Goldman Sachs hat heute sein Bewertungsmodell für europäische Telekomwerte überarbeitet und sieht bei der Deutschen Telekom erhebliches Aufwärtspotenzial. Die Analysten setzen ein Kursziel von 40 Euro an – das entspricht einem Potenzial von 41 Prozent gegenüber dem aktuellen Niveau. Die Aktie notiert derzeit bei 27,90 Euro, dem gleichen Stand wie zum gestrigen Schlusskurs.
Kern der Goldman-These ist die US-Tochter T-Mobile US, die nach Einschätzung der Bank rund 80 Prozent des für 2027 erwarteten freien Cashflows des Konzerns beisteuern soll.
Die Analysten rechnen sektorweit mit einem durchschnittlichen jährlichen Wachstum des freien Cashflows von 14 Prozent zwischen 2026 und 2030, verbunden mit steigenden Aktionärsrenditen – 6 Prozent für 2027, 7 Prozent für 2028. Im selben Zug hob Goldman auch andere europäische Telekomwerte an: BT Group um 62 Prozent auf 330 Pence, Telefonica um 34 Prozent auf 4,90 Euro, und Vodafone erhielt gleich ein Rating-Upgrade von „Sell“ auf „Buy“ mit einem auf 155 Pence fast verdoppelten Kursziel.

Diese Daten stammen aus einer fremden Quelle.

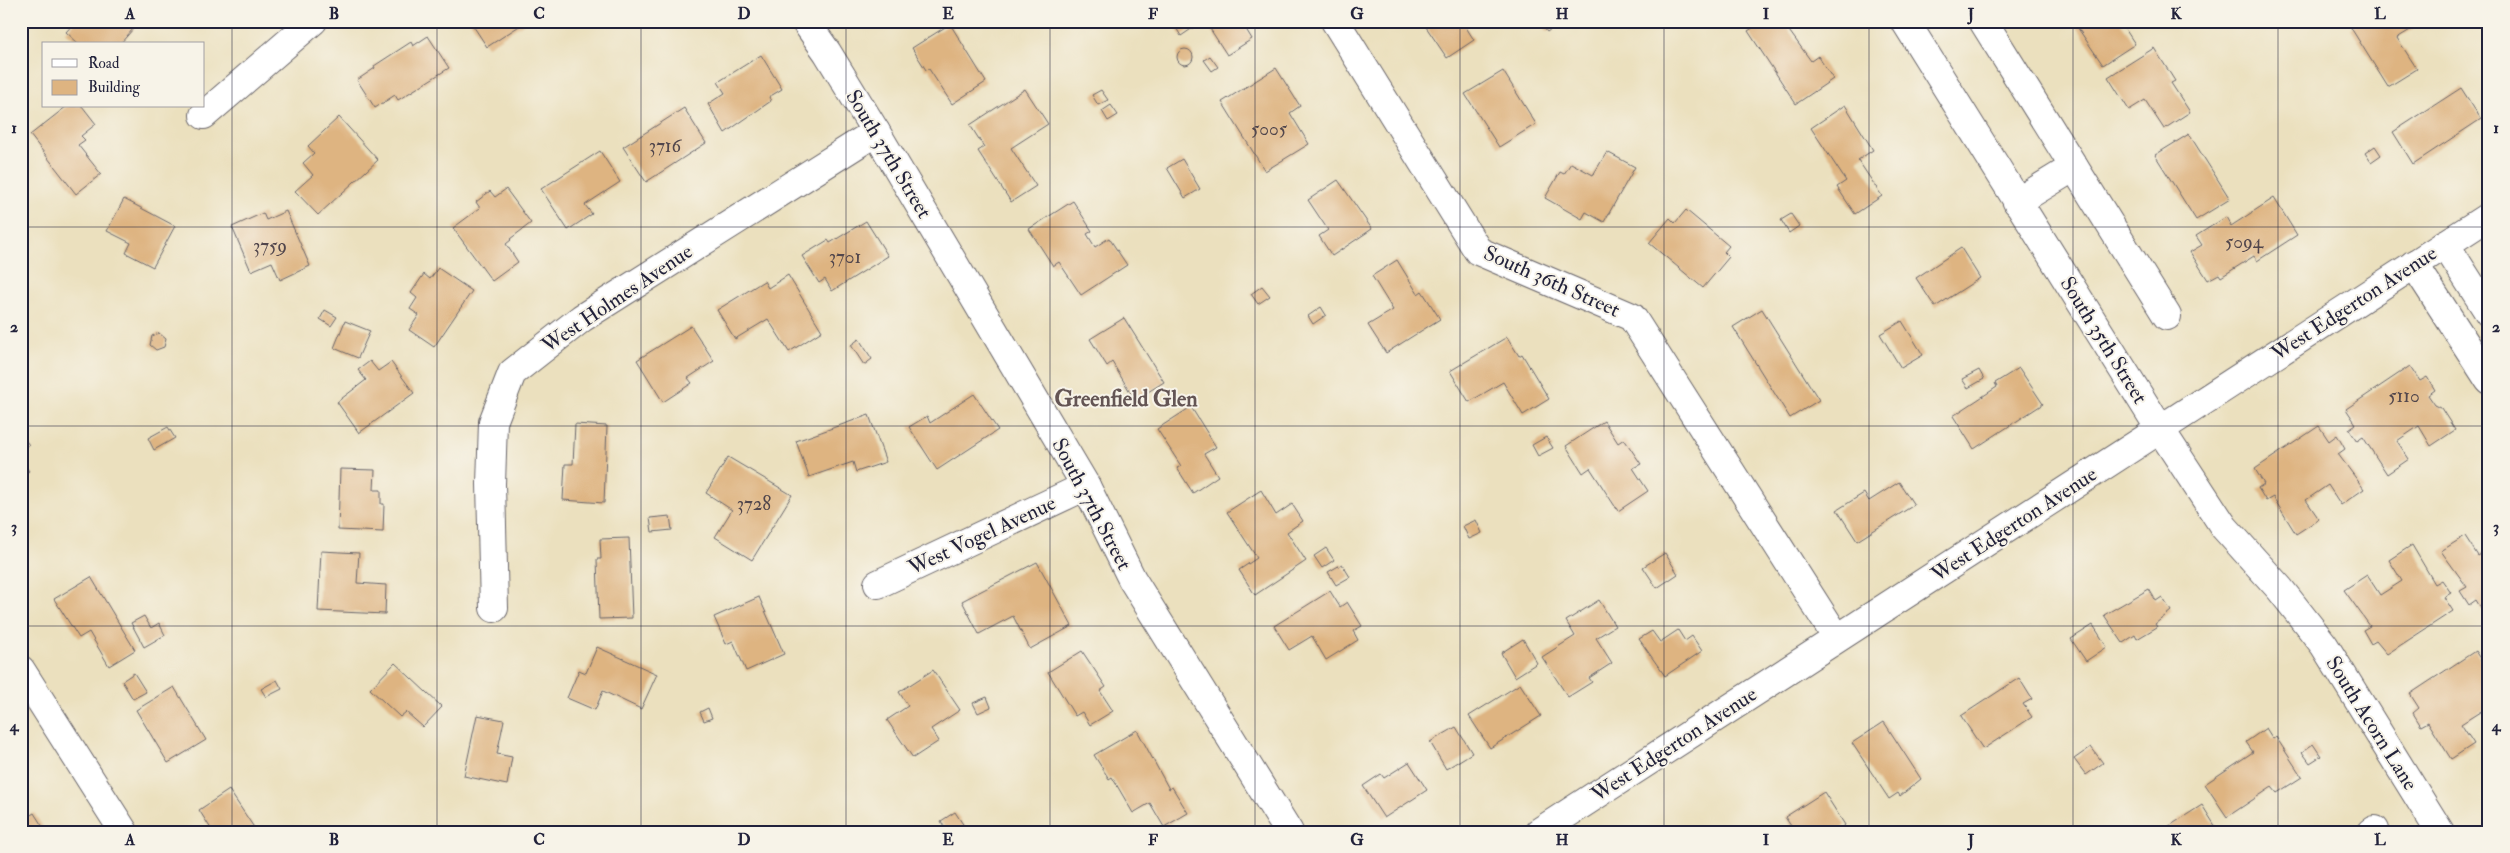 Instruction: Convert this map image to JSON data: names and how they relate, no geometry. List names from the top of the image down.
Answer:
{
  "streets": {
    "street": [
      "South 37th Street",
      "South 36th Street",
      "West Holmes Avenue",
      "West Edgerton Avenue",
      "South 35th Street",
      "West Vogel Avenue",
      "South Acorn Lane"
    ]
  },
  "crossings": [
    ["South 37th Street", "West Holmes Avenue"],
    ["South 37th Street", "West Vogel Avenue"],
    ["South 36th Street", "West Edgerton Avenue"],
    ["West Edgerton Avenue", "South 35th Street"],
    ["South 35th Street", "South Acorn Lane"]
  ],
  "districts": ["Greenfield Glen"],
  "house_numbers": [
    "5005",
    "3716",
    "5094",
    "3759",
    "3701",
    "5110",
    "3728"
  ],
  "legend": ["Road", "Building"],
  "grid": {
    "columns": [
      "A",
      "B",
      "C",
      "D",
      "E",
      "F",
      "G",
      "H",
      "I",
      "J",
      "K",
      "L"
    ],
    "rows": [
      "1",
      "2",
      "3",
      "4"
    ]
  }
} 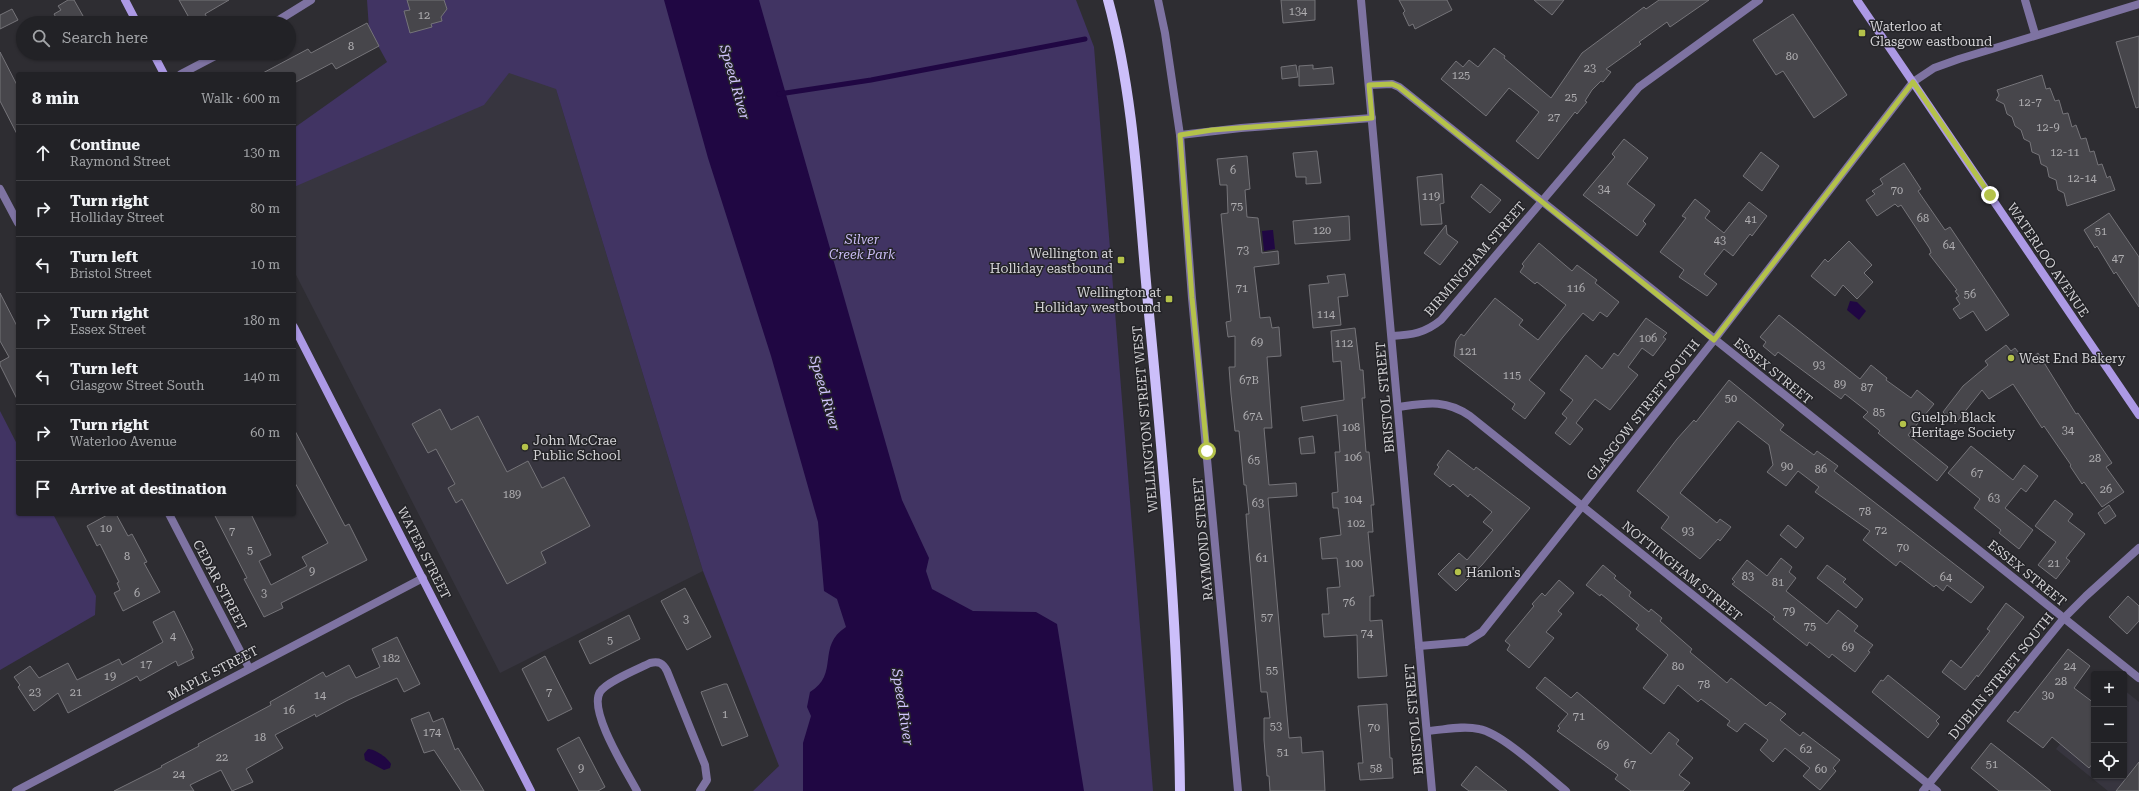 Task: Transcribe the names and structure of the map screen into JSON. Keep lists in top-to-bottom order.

Kursziele weit auseinander, Analystenhäuser uneins
Die Bandbreite der Einschätzungen zur Telekom-Aktie ist ungewöhnlich groß. Während Goldman Sachs mit 40 Euro am oberen Ende liegt, sehen Barclays 35 Euro, UBS 36,20 Euro, Bernstein 37 Euro und die Deutsche Bank ebenfalls 40 Euro als fairen Wert. JPMorgan bildet mit einem Kursziel von 27,50 Euro das deutliche Schlusslicht – nahezu auf Höhe des aktuellen Kurses.
Diese Divergenz spiegelt sich auch charttechnisch: Analysten von sharedeals.de sehen die Aktie in einer Handelsspanne zwischen 26,40 und 29,50 Euro gefangen. Ein Ausbruch nach oben würde demnach den Weg zu 31 Euro freimachen, ein Rückfall unter die untere Marke könnte die Aktie bis auf ihr 52-Wochen-Tief von 23,54 Euro drücken.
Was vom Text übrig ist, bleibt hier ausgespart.